People who value acts like the reading of novels worry whether other forms of reading — especially quicker ones, like the quarterback scanning the defense, or a video-game player scanning the dangers confronting his or her character — are displacing the kinds of reading that require longer, slower kinds of attention. And this is a legitimate worry. But I wonder whether the physiological commonalities I have pointed to could, if we are thoughtful and imaginative, provide a way to get people who are already skilled at fast-twitch reading to develop their skills at slow-twitch reading. It might be that these activities are not as alien to each other, as opposed to each other, as we commonly think. That’s something I’m trying to work out in my own mind, anyway.

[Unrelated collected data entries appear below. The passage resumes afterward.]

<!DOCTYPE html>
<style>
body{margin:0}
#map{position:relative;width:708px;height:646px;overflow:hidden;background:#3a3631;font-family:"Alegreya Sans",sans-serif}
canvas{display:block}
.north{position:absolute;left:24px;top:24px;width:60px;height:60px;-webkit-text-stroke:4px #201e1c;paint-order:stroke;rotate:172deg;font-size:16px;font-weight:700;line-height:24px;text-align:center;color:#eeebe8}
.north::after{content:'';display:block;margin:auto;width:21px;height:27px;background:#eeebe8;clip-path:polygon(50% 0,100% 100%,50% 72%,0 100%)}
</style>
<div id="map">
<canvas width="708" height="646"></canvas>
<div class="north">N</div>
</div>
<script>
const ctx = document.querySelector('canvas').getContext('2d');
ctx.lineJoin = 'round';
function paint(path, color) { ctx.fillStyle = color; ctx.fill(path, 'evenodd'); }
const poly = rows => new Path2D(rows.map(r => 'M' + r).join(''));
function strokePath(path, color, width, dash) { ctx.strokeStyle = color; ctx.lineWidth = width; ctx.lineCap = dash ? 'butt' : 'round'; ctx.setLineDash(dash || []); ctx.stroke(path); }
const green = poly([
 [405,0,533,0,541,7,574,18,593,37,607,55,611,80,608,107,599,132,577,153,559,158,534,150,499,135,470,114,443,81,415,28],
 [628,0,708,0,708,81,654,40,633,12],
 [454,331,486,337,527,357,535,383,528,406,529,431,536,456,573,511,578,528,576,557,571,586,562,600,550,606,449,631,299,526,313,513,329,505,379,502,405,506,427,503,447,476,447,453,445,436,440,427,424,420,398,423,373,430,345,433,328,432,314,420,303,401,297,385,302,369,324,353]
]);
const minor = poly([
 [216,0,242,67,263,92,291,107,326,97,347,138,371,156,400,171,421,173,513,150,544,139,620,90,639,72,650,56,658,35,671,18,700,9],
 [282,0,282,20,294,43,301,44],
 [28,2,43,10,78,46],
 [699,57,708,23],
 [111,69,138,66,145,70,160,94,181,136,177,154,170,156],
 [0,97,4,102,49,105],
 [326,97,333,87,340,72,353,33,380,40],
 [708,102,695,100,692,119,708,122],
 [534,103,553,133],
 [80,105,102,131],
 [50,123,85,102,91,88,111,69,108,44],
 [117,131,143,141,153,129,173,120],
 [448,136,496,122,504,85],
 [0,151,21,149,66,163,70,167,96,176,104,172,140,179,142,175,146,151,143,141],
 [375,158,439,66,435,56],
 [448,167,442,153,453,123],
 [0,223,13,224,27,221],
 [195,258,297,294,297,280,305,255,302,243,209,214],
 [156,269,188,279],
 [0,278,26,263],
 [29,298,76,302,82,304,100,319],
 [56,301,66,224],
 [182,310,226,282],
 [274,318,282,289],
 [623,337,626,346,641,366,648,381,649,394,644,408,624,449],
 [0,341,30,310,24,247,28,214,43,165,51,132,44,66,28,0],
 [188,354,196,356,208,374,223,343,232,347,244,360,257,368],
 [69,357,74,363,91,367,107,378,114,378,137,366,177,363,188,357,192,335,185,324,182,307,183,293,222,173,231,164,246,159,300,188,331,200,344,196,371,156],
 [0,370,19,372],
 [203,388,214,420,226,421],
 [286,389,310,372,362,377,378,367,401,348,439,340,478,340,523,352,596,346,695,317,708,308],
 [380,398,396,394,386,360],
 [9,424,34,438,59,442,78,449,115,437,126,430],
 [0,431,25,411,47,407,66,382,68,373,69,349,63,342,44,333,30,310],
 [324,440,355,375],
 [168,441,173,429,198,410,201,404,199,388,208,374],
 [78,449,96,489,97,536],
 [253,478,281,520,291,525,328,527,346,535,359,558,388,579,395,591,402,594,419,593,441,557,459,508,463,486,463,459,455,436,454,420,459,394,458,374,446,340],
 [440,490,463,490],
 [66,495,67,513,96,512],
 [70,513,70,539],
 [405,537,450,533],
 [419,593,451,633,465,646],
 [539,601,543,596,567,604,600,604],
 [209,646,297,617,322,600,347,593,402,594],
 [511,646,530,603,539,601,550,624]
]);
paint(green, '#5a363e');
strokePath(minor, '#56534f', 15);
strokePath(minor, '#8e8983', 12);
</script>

I sure hope he’s right, because the Internet has really degraded my ability to read patiently. As I write this, I’m skimming through about thirty other tabs. I don’t want to believe that Google (or WordPress) is making me stupid, but my attention span (and attention to detail) is now irrevocably keyed to a fast-paced diet of blogs, g-chat messages, and Facebook status updates. Over Christmas break, I had to consciously force myself to ignore the Internet. Any reading that involves delayed gratification – a longish article, a how-to manual, even a favorite book – has become exponentially more difficult.
There are undeniable benefits to quickly absorbing and processing information and commentary. I’ve learned more on a wider variety of subjects while blogging (and interacting with other bloggers) than at any time since college. But I miss effortlessly immersing myself in a good book (or even a guilty pleasure). And if I was forced to choose between “fast-twitch” and “slow-twitch” reading, I think I’d fall squarely within the traditionalists’ camp.